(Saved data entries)
******************************
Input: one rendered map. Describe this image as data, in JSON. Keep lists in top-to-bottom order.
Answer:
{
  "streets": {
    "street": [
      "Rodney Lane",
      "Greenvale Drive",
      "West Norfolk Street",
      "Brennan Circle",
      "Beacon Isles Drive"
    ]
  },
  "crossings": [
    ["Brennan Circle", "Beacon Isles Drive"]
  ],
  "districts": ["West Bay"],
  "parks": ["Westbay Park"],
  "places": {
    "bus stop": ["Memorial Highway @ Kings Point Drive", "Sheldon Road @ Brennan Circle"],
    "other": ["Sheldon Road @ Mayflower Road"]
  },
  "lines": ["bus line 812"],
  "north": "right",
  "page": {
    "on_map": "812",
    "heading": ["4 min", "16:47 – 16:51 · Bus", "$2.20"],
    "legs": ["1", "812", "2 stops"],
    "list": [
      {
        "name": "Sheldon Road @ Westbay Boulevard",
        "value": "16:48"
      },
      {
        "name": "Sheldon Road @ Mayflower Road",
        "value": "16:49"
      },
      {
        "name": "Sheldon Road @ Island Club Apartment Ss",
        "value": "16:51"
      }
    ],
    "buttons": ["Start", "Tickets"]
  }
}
******************************
▸ EXERCISE GOAL: If the word "Westbay" appears in a line above, copy that line.

▸ RESULT FOR THIS EXERCISE:
  "parks": ["Westbay Park"],
        "name": "Sheldon Road @ Westbay Boulevard",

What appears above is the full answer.